By The Star Staff
Citizen Victory Movement (MVC by its initials in Spanish) General Coordinator Ana Irma Rivera Lassén has asked Puerto Rican Independence Party (PIP) President Juan Dalmau Ramírez to set aside legislative seats for the MVC if the Minority Law is activated to increase minority representation in both chambers.
Under the minority law, if in a general election more than two-thirds of the members of either chamber are elected from one political party or from a single ticket, then members of minority parties who obtained more than 3% of the vote for their gubernatorial candidates can obtain additional seats.
The number of members of the Senate or of the House of Representatives or of both houses will be increased by declaring elected a sufficient number of candidates of the minority party or parties to bring the total number of members to nine in the Senate and to 17 in the House of Representatives, according to the law.
The Minority Law is activated after the scrutiny or recount of votes.
Rivera Lassén said she asked the PIP, in writing, to give the MVC some of the seats it may be picking up in the Legislature.
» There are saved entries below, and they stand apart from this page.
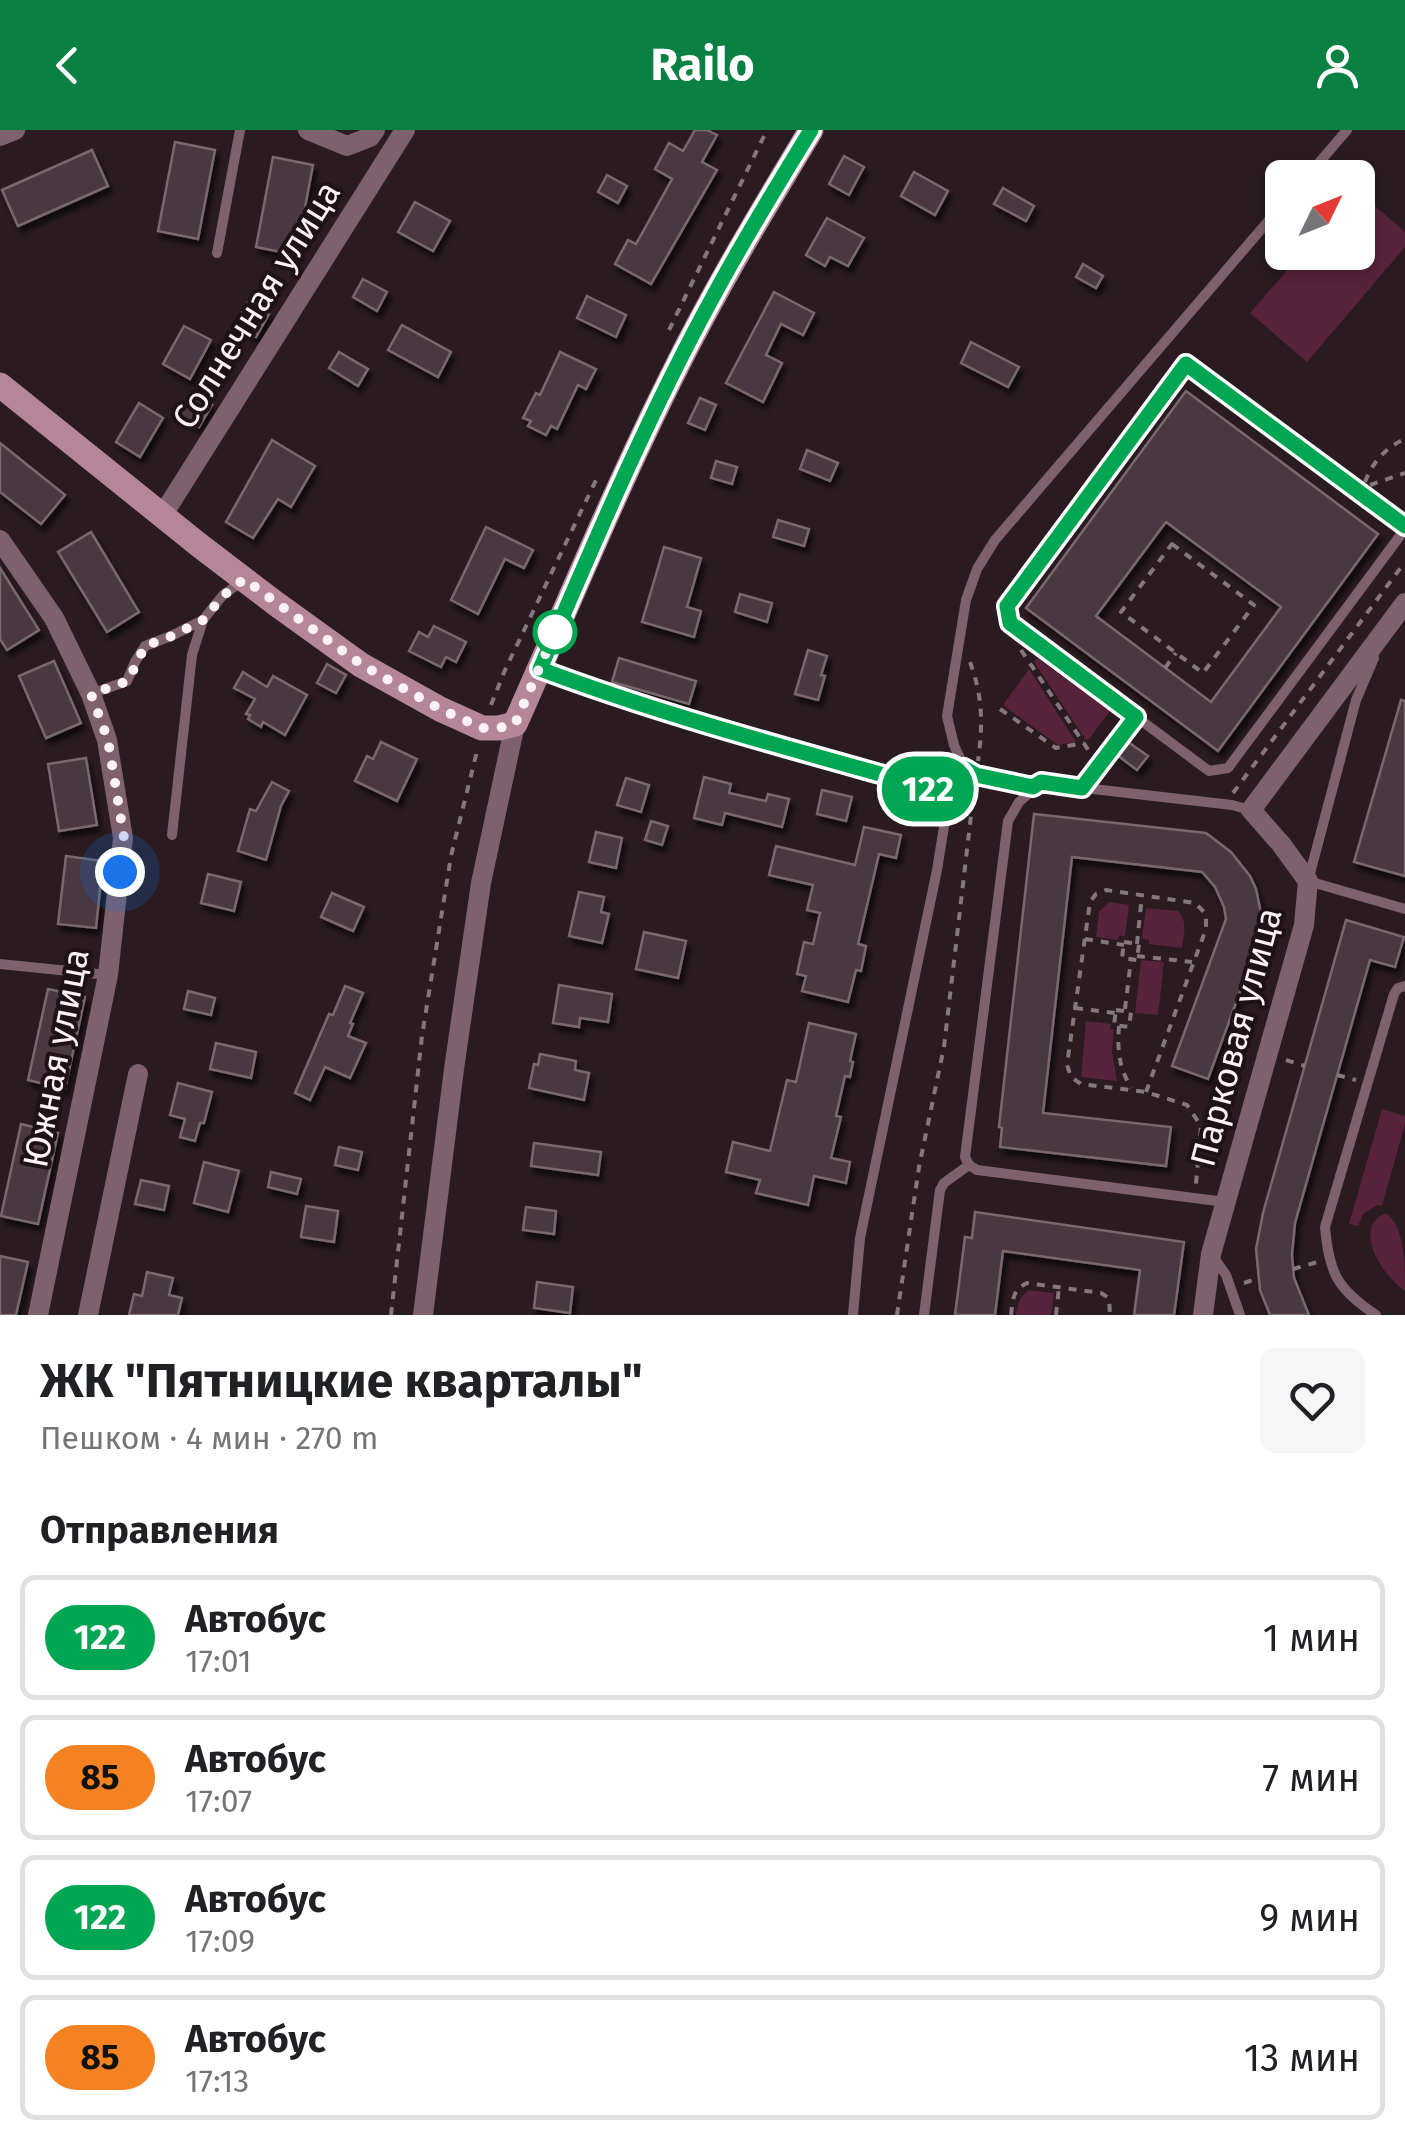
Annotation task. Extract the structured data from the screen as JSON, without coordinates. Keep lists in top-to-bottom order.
{
  "streets": {
    "street": ["Солнечная улица", "Парковая улица", "Южная улица"]
  },
  "lines": ["bus line 122"],
  "north": "top right",
  "page": {
    "header": "Railo",
    "on_map": "122",
    "heading": [
      ["ЖК \"Пятницкие кварталы\"", "Пешком · 4 мин · 270 m"],
      "Отправления"
    ],
    "list": [
      {
        "mark": "122",
        "name": "Автобус",
        "note": "17:01",
        "value": "1 мин"
      },
      {
        "mark": "85",
        "name": "Автобус",
        "note": "17:07",
        "value": "7 мин"
      },
      {
        "mark": "122",
        "name": "Автобус",
        "note": "17:09",
        "value": "9 мин"
      },
      {
        "mark": "85",
        "name": "Автобус",
        "note": "17:13",
        "value": "13 мин"
      }
    ]
  }
}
“How would it be? That is a discussion and that discussion must be held with the PIP,” the senator said in an interview on Radio Isla. “I think it is a very good discussion. It is a discussion that will be the subject of some legal articles, whether it happens or not.”
Article 1014 of the Electoral Code provides that, after the general scrutiny, the State Election Commission (SEC) must, first, certify the 11 at-large senators and 11 at-large representatives, as well as the two senators per senatorial district and one representative per House district.
Once this occurs, the SEC must determine the number and names of the additional candidates from the minority parties that must be declared elected.
Rivera Lassén acknowledged that dividing seats among the PIP-MVC Alliance “is complicated.” Dalmau was second in the voting for governor in the November election.
“As a lawyer, I tell you that, if it happens, it is complicated, but it could be done,” she said. “I would not doubt that it would end up in court either. Still, our history in Victoria Ciudadana [Citizen Victory] has had a lot to do with the courts and, in fact, because we say things and do things that challenge institutionality. Many times, they take us to court, or we take them to court.”